─── DATA

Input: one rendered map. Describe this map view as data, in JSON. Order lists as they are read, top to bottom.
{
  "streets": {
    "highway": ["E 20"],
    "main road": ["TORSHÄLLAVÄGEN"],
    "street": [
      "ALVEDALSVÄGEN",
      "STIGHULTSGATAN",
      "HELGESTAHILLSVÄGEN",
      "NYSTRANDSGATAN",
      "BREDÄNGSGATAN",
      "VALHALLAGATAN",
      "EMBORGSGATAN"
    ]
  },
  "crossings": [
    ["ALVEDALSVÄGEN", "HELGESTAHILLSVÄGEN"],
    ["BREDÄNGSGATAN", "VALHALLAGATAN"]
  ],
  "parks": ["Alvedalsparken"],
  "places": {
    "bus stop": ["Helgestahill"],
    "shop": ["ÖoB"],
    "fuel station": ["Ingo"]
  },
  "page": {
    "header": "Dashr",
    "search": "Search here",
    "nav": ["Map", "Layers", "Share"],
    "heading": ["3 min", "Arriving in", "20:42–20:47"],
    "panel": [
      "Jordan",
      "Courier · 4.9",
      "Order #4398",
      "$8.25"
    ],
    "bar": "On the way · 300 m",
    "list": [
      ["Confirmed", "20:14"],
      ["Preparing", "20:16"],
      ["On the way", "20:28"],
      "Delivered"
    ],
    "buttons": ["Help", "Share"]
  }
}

──────

*EXERCISE INSTRUCTIONS*
Exactly one number is the answer: how many lines in the data include the word "HELGESTAHILLSVÄGEN".

*OUTPUT OF THE EXERCISE*
2